Exercise instructions: How many lines in the records below contain "Karte"? Answer with the number alone.

Data listing:
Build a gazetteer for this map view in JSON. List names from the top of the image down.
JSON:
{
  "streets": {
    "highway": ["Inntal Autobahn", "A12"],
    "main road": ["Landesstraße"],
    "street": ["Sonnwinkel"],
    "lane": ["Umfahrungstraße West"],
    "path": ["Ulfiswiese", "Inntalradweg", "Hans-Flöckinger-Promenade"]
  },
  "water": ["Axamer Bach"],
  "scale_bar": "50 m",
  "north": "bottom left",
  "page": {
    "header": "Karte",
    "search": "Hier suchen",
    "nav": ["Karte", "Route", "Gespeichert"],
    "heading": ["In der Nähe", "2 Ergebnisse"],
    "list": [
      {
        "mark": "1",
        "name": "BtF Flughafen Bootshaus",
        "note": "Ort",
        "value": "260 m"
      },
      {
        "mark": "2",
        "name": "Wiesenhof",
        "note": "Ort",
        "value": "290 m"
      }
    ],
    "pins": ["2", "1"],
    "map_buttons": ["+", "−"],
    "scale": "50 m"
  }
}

Answer space: 2